SD on 26/8/2017 at 17:29
Half-Life 2 was the most anticipated game in history when it came out. Of course, you needed Steam to run it, and that is where the platform's early userbase came from. Looking back, it's obvious that Half-Life 2 was the vehicle for launching Steam upon the world, and not vice versa. This was all planned; an iTunes for video games. I'm surprised Valve even went to the trouble of making Episodes One and Two, as they clearly find the actual work of developing games to be such a bother.

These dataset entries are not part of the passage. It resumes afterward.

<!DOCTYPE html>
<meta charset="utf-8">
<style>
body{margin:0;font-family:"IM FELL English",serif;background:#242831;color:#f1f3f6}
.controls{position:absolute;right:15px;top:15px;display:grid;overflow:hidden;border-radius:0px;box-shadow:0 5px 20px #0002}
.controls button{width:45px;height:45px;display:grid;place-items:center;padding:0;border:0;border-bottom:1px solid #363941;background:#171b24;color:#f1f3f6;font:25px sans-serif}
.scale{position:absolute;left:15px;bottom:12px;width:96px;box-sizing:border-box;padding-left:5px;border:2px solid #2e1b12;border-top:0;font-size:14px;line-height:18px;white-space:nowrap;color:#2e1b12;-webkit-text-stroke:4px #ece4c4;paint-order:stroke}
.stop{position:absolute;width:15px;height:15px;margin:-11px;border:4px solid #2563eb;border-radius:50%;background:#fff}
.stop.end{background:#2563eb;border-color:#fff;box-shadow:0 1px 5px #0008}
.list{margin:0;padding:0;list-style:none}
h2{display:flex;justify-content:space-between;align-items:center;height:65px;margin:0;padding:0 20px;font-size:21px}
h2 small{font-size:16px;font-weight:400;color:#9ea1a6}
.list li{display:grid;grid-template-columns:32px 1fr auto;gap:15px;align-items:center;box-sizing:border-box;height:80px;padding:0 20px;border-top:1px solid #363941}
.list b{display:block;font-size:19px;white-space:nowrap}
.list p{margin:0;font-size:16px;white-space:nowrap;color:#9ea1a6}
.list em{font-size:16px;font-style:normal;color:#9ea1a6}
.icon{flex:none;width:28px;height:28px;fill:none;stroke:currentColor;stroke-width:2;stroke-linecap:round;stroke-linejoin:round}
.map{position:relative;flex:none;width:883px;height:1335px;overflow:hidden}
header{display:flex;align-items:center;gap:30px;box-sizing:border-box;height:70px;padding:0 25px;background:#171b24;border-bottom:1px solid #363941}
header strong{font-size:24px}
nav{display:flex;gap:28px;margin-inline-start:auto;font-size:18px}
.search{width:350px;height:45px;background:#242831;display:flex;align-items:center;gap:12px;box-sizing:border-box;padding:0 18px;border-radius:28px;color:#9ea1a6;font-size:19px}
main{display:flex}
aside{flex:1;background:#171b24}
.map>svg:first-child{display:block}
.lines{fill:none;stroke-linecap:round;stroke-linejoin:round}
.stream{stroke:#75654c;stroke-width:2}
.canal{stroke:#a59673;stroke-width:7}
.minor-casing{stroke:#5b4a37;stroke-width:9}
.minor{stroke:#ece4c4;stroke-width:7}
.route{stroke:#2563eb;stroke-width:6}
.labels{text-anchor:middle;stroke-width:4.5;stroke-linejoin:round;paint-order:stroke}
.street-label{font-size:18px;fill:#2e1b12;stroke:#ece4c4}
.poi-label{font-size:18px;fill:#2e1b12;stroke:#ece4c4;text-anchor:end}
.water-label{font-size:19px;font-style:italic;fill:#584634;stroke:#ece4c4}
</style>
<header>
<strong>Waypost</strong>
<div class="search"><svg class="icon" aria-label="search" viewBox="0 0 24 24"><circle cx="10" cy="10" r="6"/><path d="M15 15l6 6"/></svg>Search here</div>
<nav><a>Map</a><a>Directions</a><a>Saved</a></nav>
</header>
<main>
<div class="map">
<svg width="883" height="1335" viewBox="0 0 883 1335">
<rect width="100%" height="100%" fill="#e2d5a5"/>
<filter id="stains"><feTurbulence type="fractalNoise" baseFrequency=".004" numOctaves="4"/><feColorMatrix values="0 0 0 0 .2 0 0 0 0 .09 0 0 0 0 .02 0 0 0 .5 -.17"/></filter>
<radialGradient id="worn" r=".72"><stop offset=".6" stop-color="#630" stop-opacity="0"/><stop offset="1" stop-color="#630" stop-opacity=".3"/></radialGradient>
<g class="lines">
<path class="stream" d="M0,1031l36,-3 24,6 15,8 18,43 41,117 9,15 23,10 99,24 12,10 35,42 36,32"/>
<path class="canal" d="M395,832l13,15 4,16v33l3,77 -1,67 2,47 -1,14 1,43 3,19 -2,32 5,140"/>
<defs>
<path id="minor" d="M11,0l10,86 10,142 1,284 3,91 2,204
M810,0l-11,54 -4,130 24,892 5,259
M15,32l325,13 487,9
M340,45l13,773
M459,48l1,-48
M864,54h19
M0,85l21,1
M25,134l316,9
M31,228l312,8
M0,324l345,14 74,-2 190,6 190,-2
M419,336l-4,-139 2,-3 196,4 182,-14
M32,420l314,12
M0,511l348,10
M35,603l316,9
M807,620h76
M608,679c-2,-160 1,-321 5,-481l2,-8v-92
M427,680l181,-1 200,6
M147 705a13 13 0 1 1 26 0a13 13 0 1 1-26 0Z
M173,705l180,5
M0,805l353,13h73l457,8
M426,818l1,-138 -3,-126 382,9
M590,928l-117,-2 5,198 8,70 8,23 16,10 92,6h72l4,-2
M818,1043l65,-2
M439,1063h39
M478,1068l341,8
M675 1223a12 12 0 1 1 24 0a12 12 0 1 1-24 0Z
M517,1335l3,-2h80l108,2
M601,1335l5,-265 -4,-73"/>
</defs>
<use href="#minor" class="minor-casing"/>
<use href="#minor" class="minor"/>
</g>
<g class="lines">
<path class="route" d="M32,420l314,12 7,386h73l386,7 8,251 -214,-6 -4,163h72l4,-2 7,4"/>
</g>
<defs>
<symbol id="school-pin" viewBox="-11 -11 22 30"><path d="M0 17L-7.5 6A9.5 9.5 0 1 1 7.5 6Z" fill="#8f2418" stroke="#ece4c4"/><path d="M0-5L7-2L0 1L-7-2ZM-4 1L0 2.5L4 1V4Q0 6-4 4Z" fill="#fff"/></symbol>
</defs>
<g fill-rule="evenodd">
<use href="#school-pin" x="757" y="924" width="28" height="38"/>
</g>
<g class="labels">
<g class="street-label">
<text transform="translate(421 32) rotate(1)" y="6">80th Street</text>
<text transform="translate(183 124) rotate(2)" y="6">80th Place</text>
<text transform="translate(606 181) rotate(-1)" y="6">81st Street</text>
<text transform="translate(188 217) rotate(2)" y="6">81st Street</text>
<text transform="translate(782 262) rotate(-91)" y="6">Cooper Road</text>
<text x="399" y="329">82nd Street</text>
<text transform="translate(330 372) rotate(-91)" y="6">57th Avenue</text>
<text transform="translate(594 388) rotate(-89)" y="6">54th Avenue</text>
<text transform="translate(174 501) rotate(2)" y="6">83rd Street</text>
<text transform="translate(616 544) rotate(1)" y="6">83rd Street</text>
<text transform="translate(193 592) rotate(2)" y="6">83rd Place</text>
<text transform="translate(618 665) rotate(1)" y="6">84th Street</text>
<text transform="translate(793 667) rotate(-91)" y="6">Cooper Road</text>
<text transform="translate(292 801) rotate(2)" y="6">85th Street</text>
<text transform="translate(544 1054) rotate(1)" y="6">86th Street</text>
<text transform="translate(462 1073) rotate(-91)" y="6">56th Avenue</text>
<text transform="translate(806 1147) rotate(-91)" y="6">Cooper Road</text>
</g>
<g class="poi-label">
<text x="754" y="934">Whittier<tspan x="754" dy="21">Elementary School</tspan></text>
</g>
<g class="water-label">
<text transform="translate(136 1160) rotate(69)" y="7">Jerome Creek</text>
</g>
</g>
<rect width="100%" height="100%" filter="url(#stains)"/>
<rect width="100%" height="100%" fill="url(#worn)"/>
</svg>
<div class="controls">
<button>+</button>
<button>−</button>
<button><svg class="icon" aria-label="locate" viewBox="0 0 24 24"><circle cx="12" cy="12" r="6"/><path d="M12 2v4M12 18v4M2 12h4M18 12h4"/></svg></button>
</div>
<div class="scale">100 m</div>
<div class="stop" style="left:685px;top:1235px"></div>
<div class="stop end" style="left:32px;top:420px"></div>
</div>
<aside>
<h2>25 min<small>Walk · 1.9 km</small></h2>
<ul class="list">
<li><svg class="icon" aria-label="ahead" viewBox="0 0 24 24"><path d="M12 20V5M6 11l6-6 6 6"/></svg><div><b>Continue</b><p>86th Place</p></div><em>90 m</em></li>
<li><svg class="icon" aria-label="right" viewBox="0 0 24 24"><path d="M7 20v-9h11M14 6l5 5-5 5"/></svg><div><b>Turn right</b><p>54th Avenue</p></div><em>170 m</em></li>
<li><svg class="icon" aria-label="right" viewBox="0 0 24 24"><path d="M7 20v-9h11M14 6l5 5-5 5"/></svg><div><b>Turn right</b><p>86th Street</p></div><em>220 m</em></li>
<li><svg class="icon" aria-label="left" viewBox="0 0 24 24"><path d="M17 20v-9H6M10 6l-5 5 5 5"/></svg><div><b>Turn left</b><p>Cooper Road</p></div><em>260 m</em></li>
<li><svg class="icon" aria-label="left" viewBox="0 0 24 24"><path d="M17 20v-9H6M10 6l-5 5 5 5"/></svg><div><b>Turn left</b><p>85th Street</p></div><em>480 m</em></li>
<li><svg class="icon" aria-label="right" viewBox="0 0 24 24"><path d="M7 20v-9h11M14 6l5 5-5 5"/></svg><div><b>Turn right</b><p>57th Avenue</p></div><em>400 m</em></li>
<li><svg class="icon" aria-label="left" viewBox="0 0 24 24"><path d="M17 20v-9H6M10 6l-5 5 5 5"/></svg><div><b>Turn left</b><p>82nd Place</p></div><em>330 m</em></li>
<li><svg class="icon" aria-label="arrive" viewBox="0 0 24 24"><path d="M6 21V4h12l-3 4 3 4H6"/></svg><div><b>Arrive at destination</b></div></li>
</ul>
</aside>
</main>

twisty on 27/8/2017 at 06:32
Like it or not, they kind of saved pc gaming in their own way. They innovated a delivery platform that simultaneously made it easier to acquire games and reduce piracy; with all the complaints that people have with drm, they've made it fairly innocuous. Everything else is gravy.
icemann on 27/8/2017 at 08:06
Have to say that I agree. PC was on a gradual downward trend. Then Steam came a long and slowly made a difference.
icemann on 28/8/2017 at 18:06
I do remember thinking I'd never see a Starcraft 2, and then many years later got that. So you never know.
For a while Blizzard fell into the hole that many Developers fall into when they release a successful MMO. That hole being that it becomes their sole purpose and they stop focusing on anything else. Just as what happened to Origin after Ultima Online's release.
In Blizzard's case that was only temporary.